Once the line holding "Read this map" is found in the listing below, write it out and each later line exactly, up to and including the one holding "Annotation task. Parse".
^^^^^^^^^^^^^^^^
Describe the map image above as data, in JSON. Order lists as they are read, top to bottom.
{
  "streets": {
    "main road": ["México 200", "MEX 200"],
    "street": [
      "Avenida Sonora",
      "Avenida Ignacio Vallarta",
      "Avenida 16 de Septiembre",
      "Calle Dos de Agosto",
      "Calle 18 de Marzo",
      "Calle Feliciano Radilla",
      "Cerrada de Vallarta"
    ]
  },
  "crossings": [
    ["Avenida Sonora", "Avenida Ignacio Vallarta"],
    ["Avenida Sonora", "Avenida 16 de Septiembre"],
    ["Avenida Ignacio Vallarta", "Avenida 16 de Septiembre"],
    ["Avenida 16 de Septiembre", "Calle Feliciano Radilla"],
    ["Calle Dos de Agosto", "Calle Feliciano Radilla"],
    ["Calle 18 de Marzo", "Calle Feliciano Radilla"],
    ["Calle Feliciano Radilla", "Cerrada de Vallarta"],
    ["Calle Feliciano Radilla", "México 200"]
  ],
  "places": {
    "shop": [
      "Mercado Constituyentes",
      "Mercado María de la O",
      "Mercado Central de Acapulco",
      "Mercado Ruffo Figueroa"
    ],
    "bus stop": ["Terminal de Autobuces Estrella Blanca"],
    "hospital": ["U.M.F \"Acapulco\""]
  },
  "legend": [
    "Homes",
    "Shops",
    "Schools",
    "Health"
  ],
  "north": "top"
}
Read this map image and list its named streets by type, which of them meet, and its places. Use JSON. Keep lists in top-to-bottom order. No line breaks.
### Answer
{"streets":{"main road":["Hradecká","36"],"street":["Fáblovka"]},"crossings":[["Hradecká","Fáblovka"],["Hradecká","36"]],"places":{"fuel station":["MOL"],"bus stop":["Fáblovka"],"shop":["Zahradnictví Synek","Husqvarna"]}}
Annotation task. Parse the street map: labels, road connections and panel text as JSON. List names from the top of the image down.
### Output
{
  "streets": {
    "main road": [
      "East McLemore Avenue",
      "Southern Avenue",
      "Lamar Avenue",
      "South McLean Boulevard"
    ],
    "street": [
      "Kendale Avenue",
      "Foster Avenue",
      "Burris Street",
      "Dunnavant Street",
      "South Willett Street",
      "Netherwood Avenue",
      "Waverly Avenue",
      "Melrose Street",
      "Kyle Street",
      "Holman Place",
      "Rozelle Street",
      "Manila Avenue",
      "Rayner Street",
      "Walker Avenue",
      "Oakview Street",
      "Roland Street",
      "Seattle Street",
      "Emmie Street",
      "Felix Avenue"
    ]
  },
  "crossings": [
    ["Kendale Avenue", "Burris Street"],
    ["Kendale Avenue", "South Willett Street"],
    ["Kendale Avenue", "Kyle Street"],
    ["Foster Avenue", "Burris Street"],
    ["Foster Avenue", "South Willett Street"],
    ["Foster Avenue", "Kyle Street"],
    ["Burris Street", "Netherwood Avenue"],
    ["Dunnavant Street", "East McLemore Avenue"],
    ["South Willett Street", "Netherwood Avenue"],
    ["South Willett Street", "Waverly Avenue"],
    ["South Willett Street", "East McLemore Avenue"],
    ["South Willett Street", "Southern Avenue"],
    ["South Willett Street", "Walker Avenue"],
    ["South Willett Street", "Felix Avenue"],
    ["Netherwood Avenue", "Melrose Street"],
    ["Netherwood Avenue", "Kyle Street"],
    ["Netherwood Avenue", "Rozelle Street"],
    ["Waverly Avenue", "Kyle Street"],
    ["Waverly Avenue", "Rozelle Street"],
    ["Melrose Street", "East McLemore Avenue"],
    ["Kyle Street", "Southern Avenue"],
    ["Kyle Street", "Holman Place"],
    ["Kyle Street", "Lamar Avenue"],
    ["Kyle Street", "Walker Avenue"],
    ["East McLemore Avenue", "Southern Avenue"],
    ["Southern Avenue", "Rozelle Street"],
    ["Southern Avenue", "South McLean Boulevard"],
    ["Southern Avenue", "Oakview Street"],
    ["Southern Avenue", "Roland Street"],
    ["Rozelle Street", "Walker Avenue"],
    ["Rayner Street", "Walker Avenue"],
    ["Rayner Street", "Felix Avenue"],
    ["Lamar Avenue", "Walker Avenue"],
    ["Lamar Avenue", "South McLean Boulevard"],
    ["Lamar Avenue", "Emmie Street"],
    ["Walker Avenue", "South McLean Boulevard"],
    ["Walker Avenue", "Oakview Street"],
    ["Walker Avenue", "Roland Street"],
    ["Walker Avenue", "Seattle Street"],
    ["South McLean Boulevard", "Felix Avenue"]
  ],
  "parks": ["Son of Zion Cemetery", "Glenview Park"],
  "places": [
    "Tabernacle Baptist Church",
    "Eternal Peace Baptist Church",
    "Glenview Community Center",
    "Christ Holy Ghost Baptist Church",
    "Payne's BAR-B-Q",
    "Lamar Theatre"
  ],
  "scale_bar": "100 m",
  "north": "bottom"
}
^^^^^^^^^^^^^^^^
* [Written response]:
Read this map image and list its named streets by type, which of them meet, and its places. Use JSON. Keep lists in top-to-bottom order. No line breaks.
### Answer
{"streets":{"main road":["Hradecká","36"],"street":["Fáblovka"]},"crossings":[["Hradecká","Fáblovka"],["Hradecká","36"]],"places":{"fuel station":["MOL"],"bus stop":["Fáblovka"],"shop":["Zahradnictví Synek","Husqvarna"]}}
Annotation task. Parse the street map: labels, road connections and panel text as JSON. List names from the top of the image down.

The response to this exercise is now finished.